McConnell and like-minded anti-union Republicans love “right to work,” one of the oldest union-busting scams around. Under RTW laws, workers at a union shop can enjoy union-won wages and benefits without joining the union or paying the union a service fee to represent them. The idea, of course, is to weaken strong unions, wipe out small unions, and prevent unorganized workers from unionizing.
Of course, McConnell et al. would prefer that RTW’s racist roots not be exposed. “The drive for such laws was fueled by Texas businessperson and white supremacist Vance Muse, who despised the doctrine of human equality represented by unions,” wrote Roger Bybee in The Progressive.
Muse, a Ku Klux Klan fan, was “the Karl Rove-meets-David Duke brains behind the whole right to work movement,” wrote Mark Ames.
You can bet Muse and his ilk cheered on white supremacist filibusterers like Sen. Strom Thurmond who joined the 60-working day filibuster against the Civil Rights Act. (The segregationist “Dixiecrat” candidate for president in 1948, Thurmond switched to the GOP in 1964 and was ultimately followed by a slew of other white Dixie Dems who hated to see Jim Crow go.)
“The filibuster is a relic that has been used to maintain white supremacy,” said Brian Clardy, a Murray State University historian. “We are seeing that come back in a very rabid form.”
He said Republican laws that suppress minority voting “represent the first time since the Jim Crow Era that states — and not just in the South — have moved to actively disenfranchise whole populations for nefarious reasons.”
Like the old anti-civil rights and anti-union southern Democrats, “the Republicans just want to hold onto power at all costs,” Clardy said.
“Try explaining to a Black grandmother raised under Jim Crow why it takes only 50 votes in the Senate to stack the Supreme Court with justices who are undermining her voting rights, but 60 votes to pass a bill protecting them,” wrote John Podesta and Wade Henderson in the Washington Post. (Podesta chairs the board of directors at the Center for American Progress, which he founded.

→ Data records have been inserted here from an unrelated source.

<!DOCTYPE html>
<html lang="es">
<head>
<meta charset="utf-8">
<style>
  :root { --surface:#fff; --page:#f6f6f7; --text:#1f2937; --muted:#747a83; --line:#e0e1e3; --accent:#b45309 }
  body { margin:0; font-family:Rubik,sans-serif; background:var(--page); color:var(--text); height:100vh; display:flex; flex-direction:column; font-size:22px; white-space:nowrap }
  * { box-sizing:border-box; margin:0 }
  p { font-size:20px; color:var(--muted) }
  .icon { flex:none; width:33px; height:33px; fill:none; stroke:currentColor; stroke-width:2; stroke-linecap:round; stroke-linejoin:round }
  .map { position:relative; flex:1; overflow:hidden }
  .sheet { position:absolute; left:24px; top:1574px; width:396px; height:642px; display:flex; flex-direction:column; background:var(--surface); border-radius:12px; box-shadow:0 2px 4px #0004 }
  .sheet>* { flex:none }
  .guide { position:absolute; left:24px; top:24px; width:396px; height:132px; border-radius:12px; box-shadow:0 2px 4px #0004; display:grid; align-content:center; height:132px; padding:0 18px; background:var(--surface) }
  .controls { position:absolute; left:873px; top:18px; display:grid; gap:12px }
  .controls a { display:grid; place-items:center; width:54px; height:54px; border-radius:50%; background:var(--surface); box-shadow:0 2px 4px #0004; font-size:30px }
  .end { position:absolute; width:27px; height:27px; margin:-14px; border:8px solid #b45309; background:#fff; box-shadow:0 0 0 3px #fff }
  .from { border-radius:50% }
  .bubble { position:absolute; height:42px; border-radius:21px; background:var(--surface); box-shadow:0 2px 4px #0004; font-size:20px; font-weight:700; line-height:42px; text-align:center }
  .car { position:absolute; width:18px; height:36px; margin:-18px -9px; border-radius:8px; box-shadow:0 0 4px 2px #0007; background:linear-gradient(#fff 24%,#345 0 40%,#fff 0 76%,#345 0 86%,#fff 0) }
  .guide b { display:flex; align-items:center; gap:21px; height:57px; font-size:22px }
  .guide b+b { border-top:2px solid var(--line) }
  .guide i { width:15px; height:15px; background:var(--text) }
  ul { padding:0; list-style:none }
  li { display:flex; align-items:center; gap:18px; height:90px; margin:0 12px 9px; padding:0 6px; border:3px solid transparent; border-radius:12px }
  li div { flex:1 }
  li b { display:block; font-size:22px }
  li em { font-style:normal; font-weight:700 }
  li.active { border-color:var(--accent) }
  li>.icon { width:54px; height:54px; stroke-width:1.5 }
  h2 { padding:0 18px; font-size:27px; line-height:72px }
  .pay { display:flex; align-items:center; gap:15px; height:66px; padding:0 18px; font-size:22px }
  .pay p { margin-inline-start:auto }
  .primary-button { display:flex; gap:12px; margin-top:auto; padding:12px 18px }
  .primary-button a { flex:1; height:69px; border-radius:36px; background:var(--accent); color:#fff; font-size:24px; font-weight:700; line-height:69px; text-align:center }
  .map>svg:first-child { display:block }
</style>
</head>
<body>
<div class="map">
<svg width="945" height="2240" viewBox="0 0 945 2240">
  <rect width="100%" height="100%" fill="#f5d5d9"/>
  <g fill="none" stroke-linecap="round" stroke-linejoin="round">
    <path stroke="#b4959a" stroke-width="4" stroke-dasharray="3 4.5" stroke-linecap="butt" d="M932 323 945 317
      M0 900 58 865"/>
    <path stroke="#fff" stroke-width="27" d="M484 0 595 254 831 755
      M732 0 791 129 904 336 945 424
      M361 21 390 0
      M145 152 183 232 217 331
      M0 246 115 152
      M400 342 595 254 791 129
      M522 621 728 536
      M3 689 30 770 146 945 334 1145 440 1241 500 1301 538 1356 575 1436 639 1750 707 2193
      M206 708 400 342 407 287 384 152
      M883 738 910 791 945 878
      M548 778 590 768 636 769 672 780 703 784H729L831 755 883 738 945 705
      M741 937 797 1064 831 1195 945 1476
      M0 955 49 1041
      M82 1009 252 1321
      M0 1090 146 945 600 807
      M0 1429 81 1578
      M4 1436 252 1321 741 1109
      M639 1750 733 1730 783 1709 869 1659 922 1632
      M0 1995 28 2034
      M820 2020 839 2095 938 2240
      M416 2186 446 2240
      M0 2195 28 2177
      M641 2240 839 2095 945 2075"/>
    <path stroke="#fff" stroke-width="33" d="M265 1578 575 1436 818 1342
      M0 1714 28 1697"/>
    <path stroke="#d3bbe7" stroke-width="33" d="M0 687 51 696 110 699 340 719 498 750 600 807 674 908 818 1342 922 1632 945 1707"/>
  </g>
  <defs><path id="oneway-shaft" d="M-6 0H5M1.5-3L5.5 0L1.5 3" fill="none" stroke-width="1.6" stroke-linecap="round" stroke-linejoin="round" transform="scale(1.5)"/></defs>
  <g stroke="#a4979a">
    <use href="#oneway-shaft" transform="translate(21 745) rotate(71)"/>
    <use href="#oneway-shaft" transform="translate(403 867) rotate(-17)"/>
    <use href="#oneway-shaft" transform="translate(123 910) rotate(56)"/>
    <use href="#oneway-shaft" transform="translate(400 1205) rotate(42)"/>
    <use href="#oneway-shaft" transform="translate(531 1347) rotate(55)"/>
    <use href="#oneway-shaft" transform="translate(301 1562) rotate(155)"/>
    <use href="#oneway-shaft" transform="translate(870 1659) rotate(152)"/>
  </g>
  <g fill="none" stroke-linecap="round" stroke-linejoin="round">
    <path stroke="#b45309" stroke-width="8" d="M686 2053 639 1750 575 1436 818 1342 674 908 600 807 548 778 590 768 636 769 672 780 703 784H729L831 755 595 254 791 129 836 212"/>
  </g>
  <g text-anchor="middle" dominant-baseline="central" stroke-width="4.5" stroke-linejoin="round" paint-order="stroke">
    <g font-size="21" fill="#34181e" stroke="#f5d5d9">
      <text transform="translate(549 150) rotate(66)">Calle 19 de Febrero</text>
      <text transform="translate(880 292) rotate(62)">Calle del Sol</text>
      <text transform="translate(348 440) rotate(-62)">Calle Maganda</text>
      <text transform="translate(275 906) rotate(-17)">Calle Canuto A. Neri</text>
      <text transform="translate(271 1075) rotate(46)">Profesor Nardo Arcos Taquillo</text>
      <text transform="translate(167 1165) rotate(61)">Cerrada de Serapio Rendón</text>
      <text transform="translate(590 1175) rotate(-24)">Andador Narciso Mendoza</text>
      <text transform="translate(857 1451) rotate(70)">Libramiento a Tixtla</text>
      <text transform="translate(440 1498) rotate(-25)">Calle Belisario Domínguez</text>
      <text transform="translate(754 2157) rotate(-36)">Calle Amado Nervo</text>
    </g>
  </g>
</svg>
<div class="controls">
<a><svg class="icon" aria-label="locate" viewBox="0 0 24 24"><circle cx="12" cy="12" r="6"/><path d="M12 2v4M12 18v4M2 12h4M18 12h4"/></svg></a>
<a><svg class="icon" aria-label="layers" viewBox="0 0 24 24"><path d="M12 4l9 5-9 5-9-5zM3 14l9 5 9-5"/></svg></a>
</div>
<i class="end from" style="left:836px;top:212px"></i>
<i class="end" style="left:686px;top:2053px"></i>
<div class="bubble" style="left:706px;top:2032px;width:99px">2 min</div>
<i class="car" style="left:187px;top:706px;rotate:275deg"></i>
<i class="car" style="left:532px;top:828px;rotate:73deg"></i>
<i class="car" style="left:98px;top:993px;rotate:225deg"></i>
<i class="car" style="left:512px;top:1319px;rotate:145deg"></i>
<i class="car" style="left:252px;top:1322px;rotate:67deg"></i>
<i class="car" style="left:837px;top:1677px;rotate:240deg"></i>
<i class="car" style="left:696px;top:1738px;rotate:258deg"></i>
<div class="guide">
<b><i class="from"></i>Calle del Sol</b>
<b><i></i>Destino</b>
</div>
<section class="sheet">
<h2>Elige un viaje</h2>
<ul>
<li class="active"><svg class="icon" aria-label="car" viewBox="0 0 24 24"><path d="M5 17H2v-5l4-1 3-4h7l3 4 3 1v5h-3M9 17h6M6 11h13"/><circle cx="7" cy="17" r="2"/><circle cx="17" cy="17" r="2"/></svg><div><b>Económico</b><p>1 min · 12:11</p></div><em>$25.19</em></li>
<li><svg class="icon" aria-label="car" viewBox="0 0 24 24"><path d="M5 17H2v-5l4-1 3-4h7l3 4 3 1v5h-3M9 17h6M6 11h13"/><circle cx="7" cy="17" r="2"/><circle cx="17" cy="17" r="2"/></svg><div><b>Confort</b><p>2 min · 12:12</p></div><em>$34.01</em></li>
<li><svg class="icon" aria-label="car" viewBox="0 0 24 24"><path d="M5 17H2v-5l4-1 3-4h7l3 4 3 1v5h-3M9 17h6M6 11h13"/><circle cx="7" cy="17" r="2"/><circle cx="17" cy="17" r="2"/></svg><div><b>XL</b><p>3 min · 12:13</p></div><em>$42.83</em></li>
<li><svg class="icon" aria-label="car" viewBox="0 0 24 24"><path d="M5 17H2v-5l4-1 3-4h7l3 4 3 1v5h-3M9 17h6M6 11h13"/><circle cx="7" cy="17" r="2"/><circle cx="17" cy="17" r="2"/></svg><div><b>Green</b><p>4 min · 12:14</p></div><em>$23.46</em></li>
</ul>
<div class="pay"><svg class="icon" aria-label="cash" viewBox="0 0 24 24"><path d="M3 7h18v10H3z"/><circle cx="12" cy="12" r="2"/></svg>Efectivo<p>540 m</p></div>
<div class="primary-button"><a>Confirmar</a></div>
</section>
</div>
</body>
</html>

Henderson is interim president and CEO of the Leadership Conference on Civil and Human Rights, where Shuler and Randi Weingarten, president of my union, are on the board of directors.)
They continued, “Or better yet, ask her to tell you about her life 60 years ago, and how the law was used to keep her from accessing education, jobs and the ballot box.”
In a 1962 letter to the Amalgamated Laundry Workers, King reiterated, “As I have said many times, and believe with all my heart, the coalition that can have the greatest impact in the struggle for human dignity here in America is that of the Negro and the forces of labor, because their fortunes are so closely intertwined.”
Added Shuler: “In 2020, Americans raised our voices and cast our votes to send representatives to the Senate who will advance a bold legislative agenda. It is absolutely wrong that a minority of senators have the power to block the expressed will of the people. To save American democracy, we need democracy in the U.S. Senate.”